The magazine’s editorial stance appears to prioritize this anti-capitalist ideology above even Christianity or Catholicism itself, including when addressing the Synod on Synodality. An article titled “A Synod for Justice” by Matt Harper reads:

“Justice implies something deeper and more profound than the individual acts of charity Christ centered in the Works of Mercy, our group concluded … Social justice ‘concerns the social, political, and economic aspects and, above all, the structural dimension of problems and their respective solutions.’”

While the article here quotes the Compendium of the Social Doctrine of the Church, it incorrectly suggests that social “remedies” enacted by collective bodies, such as governments, are “deeper and more profound” than an act of charity by an individual soul.

The article furthermore claims that justice “necessitates an end to hierarchies of dominance and power,” and asks of the Church, “Will we use our power to undermine all systems of power?”

McIntyre’s inclusion of “Gritty,” a muppet-like Philadelphia mascot, in her synod “Demographics” illustration, further suggests McIntyre holds Antifa views, and raises the question of whether the diocese endorses such views as well.

While McIntyre told LifeSiteNews that Gritty “was included because it captures the context of these sessions, common ground of our institutions, and the spirit of our city,” a bizarre Philadelphia City Council resolution “welcom[ing]” Gritty to the city more clearly describes what Gritty represents.

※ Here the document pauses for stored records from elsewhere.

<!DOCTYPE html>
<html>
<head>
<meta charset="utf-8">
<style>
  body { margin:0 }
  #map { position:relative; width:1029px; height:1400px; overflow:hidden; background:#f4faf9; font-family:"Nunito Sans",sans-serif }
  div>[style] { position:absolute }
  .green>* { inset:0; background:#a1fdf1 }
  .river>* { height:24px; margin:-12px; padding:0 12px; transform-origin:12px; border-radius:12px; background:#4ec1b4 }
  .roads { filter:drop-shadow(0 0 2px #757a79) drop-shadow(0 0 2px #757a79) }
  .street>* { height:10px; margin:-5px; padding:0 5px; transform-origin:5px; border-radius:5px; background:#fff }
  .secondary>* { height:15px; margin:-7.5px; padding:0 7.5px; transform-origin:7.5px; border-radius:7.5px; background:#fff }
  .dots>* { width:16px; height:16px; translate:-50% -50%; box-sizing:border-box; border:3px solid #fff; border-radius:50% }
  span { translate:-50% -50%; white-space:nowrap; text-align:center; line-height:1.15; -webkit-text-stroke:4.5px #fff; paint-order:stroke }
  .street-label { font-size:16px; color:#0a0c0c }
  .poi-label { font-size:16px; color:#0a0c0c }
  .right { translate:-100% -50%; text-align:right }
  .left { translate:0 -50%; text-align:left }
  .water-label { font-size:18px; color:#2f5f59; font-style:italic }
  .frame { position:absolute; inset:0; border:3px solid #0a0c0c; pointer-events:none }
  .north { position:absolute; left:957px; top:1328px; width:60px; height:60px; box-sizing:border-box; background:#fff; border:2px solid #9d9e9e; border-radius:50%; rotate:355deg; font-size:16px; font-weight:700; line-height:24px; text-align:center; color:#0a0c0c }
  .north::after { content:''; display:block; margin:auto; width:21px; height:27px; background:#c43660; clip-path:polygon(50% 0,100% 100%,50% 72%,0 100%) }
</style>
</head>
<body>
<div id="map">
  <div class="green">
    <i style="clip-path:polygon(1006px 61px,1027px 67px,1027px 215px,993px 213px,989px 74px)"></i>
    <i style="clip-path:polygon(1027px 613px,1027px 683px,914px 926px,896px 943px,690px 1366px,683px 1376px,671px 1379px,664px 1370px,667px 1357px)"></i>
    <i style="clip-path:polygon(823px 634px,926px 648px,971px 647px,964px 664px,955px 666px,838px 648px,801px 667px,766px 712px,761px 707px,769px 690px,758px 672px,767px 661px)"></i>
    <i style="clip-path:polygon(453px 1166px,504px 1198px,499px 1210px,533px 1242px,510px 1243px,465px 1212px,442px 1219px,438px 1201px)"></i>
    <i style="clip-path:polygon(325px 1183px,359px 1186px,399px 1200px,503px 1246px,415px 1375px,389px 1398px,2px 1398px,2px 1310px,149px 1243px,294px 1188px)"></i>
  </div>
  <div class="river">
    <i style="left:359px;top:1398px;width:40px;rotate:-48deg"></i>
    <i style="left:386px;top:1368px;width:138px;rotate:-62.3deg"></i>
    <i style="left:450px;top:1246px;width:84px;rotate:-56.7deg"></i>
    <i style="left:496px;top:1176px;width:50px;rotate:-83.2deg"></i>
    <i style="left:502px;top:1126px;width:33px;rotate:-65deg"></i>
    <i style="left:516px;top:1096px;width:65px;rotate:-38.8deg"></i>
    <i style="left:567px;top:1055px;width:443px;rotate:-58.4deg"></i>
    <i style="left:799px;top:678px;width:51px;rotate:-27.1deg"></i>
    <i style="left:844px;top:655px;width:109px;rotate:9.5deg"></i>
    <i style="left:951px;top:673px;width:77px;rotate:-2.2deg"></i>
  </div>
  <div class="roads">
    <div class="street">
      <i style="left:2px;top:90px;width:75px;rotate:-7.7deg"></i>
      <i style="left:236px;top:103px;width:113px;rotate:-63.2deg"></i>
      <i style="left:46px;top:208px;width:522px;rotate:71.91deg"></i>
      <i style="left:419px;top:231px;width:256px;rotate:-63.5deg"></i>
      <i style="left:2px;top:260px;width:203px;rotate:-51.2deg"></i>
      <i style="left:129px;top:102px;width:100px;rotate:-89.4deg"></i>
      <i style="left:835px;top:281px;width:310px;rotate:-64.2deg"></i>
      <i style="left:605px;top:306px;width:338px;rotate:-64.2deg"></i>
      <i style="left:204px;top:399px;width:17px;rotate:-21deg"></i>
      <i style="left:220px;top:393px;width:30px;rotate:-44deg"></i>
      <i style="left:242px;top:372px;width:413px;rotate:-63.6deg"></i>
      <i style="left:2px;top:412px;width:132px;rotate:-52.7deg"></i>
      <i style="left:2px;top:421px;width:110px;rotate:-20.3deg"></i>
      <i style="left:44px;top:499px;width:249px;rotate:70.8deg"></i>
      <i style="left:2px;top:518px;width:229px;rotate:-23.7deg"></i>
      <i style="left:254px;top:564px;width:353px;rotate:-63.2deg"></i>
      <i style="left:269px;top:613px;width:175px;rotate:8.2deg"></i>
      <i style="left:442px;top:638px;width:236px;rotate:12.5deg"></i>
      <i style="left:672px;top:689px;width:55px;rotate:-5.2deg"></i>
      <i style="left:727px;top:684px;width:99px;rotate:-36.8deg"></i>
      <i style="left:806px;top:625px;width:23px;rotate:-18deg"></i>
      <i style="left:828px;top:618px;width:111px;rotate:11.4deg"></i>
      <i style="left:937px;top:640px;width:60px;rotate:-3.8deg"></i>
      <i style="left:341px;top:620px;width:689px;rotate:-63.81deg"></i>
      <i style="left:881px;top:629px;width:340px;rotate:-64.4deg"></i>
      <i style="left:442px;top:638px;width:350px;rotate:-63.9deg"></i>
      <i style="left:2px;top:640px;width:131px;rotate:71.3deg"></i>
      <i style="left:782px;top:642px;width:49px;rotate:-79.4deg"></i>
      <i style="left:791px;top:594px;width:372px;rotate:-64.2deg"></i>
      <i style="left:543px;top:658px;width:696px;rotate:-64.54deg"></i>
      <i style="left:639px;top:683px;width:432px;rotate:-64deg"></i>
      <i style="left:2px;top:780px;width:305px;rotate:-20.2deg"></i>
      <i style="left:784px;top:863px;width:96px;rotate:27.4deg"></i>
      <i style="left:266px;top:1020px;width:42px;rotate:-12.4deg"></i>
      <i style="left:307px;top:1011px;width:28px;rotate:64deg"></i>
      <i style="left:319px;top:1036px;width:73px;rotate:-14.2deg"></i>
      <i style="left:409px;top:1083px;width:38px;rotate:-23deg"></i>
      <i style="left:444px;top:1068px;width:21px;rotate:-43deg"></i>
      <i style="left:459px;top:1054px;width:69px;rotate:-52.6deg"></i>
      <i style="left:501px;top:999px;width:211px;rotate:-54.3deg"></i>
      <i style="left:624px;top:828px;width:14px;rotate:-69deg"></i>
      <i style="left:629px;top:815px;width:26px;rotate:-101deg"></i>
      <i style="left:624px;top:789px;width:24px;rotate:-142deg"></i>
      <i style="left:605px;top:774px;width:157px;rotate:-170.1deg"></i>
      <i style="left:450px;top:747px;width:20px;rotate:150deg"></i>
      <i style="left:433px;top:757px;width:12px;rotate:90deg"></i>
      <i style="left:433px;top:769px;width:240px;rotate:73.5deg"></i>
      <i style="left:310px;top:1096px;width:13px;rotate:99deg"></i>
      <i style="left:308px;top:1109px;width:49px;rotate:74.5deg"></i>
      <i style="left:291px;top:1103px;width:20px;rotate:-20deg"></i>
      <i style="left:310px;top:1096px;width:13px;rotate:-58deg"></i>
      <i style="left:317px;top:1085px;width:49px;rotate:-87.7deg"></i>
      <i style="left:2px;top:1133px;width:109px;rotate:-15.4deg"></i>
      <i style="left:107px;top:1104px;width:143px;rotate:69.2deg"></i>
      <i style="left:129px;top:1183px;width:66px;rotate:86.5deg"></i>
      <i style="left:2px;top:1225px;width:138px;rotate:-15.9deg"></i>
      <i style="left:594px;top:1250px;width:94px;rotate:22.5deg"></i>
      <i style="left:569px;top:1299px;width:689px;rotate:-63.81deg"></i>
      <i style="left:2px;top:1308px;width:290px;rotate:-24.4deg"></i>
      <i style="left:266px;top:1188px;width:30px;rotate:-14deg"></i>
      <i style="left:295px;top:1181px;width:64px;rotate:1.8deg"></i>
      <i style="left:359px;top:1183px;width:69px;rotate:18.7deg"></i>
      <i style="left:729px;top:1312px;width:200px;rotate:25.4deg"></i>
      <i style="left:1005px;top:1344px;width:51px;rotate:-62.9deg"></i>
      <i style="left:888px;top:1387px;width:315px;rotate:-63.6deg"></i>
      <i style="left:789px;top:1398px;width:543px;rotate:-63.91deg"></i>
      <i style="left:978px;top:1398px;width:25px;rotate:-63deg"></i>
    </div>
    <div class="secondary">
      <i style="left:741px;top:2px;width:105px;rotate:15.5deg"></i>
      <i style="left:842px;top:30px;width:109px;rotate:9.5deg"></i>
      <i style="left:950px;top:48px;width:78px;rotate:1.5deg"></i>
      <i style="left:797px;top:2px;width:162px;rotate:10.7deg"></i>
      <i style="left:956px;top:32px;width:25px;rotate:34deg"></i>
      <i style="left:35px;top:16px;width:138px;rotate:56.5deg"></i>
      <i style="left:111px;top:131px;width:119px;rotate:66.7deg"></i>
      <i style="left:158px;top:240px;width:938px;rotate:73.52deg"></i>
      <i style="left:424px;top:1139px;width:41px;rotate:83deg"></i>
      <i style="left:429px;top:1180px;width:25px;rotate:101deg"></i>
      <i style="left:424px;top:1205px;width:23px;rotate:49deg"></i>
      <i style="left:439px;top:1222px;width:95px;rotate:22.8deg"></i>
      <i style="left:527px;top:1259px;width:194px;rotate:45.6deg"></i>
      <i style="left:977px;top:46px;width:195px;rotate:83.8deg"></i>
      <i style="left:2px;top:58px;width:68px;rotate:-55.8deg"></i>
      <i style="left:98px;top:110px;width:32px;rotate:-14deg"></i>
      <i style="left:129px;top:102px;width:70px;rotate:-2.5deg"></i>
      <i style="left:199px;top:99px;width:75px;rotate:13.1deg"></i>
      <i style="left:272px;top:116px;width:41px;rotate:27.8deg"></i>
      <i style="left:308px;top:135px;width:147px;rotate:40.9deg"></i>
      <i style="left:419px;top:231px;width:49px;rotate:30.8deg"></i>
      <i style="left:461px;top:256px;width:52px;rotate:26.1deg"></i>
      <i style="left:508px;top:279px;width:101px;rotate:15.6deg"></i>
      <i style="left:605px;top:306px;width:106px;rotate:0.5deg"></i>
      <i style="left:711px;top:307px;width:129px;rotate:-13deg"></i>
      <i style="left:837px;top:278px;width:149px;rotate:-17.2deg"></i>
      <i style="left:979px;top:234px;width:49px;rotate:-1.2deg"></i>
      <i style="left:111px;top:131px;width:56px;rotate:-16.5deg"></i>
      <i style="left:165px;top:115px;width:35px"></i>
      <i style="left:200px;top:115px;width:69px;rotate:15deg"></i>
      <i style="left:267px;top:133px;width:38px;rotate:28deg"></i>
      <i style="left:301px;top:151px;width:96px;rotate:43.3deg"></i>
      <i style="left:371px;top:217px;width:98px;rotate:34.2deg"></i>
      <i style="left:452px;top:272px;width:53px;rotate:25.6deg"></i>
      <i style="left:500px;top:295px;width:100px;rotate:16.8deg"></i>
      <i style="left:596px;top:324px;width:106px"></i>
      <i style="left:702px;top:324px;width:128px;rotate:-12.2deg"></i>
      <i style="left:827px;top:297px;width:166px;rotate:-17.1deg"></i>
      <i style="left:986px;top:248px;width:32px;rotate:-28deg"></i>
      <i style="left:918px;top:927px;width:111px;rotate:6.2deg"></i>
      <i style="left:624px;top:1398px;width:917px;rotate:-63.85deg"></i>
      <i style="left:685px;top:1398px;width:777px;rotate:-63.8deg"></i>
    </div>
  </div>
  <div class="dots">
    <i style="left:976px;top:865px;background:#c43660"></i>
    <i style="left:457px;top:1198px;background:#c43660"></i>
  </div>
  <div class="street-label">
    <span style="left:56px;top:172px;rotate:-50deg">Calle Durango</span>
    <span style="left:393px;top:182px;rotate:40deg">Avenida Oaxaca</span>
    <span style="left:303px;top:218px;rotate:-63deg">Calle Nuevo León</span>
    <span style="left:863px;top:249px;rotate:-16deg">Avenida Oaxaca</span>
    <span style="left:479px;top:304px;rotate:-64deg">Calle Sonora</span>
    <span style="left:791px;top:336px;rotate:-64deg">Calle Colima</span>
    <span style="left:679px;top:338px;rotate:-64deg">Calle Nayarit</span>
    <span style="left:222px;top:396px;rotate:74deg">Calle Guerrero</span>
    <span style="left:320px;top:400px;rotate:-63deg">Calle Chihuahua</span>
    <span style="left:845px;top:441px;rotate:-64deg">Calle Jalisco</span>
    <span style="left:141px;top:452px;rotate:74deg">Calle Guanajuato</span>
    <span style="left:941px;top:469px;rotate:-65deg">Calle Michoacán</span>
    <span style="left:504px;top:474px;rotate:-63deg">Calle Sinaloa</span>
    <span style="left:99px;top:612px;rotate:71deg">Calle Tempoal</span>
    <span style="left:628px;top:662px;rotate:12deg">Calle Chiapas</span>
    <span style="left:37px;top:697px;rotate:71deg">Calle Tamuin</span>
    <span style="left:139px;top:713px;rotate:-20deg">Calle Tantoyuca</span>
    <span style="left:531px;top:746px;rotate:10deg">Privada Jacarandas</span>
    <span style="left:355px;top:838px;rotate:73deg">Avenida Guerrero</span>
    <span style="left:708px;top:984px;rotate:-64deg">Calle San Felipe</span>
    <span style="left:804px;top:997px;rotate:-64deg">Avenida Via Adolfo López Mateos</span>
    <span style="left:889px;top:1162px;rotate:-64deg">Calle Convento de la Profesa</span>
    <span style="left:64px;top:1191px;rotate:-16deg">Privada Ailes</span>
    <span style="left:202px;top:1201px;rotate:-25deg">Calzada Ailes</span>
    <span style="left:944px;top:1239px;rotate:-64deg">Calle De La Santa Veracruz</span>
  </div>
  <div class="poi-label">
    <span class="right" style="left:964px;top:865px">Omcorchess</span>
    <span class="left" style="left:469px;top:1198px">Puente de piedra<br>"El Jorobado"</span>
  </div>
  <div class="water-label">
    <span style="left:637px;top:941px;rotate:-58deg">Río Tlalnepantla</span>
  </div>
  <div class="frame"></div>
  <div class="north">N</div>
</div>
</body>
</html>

The resolution explains that the “hideous monster” Gritty “has been widely declared antifa,” and that “it has been argued that he ‘conveys the absurdity and struggle of modern life under capitalism.’”

Indeed, Gritty has often been used by Antifa and leftists on protest posters and banners, as well as on social media, so much so that a Wall Street Journal Article has attempted to reclaim Gritty from Antifa, protesting, “Keep your Marxist hands off of Gritty.”

At its outset, the Synodal process was described as being a process of “listening,” including to “Catholics who rarely or never practice their faith, etc.” [sic] Furthermore, the documents underpinning the Synod demand that the “act of discerning” entails listening to “people who have left the practice of the faith, people of other faith traditions, people of no religious belief, etc.”

With all the local synodal reports having been collected, a team of “experts” is now compiling the key document that will guide the next stage of the Synod – drawing from all the reports received so far. The “experts” include a range of pro-LGBT and pro-contraception individuals, including Austen Ivereigh and Msgr. Phillipe Bordeyene.